I think eventually the LBS has to just say what is on their mind. A while back I told my H that I simply had no respect for him and he was not the person I thought he was. I told him that I didnt think he was a good person or a bad person, that wasnt for me to judge but what I did know for certain was he wasnt the man I thought he was.

I dont dwell on it all that much anymore but he really did convince himself that one day all this would be behind us and we could go back to being best buds. And that ideal was too far beyond my limit of what was acceptable seeing the events of the past 1.5 years.

One day I asked him if his GF would be strong and supportive enough to understand that he would be rebuilding some sort of R with me. His answer was no, she would not be. And that sort of said it all to me. Personally, I think he likes her neediness because it feeds his ego and there is no baggage with her.

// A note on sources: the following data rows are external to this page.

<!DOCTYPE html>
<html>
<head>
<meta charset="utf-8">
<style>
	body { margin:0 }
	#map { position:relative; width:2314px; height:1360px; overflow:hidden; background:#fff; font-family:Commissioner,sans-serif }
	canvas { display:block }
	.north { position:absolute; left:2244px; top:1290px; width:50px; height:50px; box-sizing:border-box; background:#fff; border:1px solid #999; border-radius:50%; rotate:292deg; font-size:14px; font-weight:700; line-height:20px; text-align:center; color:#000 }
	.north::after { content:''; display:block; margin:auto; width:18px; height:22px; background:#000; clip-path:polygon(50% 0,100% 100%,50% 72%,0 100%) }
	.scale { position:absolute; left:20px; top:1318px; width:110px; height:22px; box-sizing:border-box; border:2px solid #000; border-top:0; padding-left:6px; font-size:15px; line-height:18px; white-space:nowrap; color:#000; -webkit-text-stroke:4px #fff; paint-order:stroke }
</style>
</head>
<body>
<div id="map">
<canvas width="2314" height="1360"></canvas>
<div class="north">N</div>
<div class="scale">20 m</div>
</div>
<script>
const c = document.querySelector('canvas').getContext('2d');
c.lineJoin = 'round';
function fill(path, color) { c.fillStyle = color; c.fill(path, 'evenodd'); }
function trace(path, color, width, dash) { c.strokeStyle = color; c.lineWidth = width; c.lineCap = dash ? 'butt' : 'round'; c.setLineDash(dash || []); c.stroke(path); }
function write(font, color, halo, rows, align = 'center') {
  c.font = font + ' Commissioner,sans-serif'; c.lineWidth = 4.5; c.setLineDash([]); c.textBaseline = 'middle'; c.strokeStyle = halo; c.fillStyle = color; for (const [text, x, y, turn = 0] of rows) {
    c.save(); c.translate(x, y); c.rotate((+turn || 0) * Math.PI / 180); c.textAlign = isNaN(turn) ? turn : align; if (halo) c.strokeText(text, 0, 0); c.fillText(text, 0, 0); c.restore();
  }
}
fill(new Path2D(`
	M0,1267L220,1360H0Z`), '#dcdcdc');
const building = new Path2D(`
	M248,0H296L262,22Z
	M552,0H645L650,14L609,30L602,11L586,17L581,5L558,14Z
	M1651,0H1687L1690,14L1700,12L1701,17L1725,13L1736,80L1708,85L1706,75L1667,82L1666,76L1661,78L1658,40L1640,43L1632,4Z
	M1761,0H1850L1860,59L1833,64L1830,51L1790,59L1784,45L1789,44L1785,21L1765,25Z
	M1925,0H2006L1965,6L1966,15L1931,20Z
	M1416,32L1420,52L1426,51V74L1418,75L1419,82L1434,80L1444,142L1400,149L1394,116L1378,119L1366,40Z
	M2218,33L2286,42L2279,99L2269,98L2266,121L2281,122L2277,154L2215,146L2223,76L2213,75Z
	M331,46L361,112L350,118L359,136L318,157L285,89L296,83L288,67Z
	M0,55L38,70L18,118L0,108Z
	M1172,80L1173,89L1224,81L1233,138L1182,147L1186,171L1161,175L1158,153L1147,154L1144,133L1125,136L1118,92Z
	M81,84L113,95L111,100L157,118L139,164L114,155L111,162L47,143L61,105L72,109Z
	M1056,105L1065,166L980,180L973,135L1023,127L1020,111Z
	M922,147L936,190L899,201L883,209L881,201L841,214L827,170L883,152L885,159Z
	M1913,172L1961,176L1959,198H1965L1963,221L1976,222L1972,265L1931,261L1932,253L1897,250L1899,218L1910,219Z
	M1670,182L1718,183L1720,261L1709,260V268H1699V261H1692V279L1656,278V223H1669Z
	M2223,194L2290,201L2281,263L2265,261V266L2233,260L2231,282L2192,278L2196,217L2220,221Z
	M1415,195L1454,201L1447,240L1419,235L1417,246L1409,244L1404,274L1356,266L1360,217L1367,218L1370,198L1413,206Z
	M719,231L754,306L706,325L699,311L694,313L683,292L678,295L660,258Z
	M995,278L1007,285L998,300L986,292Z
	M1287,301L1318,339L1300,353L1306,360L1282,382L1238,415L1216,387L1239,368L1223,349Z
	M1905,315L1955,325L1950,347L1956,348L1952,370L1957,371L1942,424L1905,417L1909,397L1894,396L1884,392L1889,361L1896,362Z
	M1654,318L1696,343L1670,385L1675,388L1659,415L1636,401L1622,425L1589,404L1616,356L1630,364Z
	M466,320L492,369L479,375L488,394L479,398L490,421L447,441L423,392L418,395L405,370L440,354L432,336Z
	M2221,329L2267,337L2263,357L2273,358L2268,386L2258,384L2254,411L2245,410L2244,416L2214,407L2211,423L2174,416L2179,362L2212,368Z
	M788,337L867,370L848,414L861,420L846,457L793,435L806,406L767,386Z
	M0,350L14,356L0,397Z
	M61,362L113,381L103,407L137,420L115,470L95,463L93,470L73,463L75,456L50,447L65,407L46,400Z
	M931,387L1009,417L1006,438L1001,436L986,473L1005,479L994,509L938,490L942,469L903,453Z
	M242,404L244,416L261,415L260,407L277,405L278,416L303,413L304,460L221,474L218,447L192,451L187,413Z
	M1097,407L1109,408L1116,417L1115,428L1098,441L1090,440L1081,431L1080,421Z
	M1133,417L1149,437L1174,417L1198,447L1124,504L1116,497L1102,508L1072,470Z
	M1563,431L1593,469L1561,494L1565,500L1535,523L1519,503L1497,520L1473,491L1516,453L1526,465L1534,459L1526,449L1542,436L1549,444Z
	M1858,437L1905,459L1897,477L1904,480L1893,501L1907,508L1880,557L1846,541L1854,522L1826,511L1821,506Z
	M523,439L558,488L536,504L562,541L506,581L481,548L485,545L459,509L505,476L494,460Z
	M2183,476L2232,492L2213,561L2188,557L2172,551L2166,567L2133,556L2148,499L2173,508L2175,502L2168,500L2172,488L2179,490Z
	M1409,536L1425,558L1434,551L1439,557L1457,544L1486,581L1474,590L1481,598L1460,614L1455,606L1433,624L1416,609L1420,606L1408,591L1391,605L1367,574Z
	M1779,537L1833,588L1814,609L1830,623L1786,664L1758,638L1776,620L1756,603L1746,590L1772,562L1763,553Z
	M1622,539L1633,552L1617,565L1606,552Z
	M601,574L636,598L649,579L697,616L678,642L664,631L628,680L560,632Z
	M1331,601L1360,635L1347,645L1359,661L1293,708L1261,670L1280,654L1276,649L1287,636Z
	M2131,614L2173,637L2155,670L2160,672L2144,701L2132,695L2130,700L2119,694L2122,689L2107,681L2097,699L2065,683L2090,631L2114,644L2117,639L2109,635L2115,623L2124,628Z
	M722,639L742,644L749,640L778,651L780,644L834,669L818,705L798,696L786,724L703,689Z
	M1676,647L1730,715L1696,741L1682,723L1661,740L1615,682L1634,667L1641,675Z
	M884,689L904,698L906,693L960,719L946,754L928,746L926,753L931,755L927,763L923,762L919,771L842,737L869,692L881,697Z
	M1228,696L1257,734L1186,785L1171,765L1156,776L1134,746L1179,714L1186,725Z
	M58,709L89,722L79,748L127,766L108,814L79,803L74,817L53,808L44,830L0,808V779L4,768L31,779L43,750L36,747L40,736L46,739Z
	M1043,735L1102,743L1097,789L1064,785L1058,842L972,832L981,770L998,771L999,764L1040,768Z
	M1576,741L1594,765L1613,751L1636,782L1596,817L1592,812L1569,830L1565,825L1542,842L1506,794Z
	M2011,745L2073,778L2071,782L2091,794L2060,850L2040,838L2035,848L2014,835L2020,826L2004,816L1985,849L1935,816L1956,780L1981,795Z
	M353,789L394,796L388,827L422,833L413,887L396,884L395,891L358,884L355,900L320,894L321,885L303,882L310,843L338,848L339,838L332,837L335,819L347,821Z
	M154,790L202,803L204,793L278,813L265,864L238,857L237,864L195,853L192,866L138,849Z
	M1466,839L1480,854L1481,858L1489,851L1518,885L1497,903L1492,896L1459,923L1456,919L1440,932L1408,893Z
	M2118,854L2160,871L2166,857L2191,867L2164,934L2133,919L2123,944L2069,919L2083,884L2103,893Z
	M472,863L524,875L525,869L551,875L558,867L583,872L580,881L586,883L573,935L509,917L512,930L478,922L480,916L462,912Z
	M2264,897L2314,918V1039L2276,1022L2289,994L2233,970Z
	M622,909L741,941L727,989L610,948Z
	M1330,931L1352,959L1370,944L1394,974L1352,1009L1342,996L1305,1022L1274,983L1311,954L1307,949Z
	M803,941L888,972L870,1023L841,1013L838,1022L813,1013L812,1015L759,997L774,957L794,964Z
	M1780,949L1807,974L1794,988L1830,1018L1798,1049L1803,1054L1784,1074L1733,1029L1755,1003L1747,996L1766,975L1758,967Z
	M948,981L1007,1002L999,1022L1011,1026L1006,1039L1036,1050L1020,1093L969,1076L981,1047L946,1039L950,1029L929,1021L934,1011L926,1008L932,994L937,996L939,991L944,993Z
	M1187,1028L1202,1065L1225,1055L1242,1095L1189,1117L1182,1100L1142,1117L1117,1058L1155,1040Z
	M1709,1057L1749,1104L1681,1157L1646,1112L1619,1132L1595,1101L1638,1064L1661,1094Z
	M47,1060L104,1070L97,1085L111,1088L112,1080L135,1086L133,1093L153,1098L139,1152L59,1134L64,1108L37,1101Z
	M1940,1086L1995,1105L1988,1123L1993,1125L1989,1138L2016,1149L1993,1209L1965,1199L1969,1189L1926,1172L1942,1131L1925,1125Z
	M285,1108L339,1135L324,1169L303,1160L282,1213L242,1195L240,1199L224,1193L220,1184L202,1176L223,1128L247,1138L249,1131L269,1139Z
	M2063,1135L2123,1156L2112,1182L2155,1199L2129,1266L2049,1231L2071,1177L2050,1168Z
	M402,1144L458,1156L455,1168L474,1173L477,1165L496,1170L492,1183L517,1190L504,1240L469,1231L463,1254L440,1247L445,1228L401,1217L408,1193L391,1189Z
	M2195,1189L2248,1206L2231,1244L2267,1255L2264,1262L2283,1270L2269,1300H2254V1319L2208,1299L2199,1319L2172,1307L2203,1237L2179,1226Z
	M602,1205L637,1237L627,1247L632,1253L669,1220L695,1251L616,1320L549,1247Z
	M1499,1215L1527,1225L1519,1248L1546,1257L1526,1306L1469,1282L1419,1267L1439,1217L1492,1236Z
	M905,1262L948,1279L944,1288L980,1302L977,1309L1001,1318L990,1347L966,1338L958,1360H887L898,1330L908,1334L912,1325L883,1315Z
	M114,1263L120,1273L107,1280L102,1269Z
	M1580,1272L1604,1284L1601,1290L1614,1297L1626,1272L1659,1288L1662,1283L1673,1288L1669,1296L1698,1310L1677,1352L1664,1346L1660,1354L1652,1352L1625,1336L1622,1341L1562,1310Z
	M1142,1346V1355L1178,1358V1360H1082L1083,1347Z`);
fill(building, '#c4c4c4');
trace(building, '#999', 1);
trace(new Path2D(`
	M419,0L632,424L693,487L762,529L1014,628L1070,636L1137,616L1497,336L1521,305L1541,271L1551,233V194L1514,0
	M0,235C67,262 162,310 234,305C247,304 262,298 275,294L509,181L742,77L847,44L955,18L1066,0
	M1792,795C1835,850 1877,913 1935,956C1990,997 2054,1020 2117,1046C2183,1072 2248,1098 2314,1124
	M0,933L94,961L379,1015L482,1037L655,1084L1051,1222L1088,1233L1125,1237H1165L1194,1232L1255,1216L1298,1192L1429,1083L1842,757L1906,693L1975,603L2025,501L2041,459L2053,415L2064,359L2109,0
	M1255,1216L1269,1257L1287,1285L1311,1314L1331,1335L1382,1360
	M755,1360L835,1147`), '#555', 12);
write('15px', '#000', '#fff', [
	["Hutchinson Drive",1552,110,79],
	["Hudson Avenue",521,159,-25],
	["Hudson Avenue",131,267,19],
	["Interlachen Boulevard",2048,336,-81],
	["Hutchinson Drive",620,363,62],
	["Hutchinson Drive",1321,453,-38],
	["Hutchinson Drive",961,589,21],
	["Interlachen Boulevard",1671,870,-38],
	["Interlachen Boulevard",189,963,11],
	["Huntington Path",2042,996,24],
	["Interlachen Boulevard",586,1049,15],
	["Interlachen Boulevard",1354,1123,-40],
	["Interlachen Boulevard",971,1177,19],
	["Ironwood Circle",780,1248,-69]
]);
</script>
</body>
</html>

But I did remind him that when he and I started dating we never had to hide anything. And no matter what happens with his GF they can always look back and remember the first 1.5 of their R happened while he was still married to me. And if he is okay with that, well, I am too but he cant get both.

Once my H saw that I was very serious and dedicated to my own counseling he really did step back because I think he realized (or convinced himself) he could never "catch up". And honestly, at this point I doubt he could. But I wont be forced to share his vision of all things being "black and white" when the world and most R's are filled with shades of gray.

He can stick to his cliches for the rest of his life if that is what gets him through the day. And for a long time I bought into them but I dont want a life or R based on cliches and what one thinks a M should be (no work, no problems). And maybe he will be one of the lucky ones that will have a M like that one day. If so, then great. But I tend to lean towards the side of reality that any long term R will require work. And the work doesnt have to be all bad or hard or unpleasant. We arent digging ditches here. But *some* work has to be involved or else you just drift through the M year after year without really finding or experiencing everything a good, solid and healthy M has to offer. JMO of course.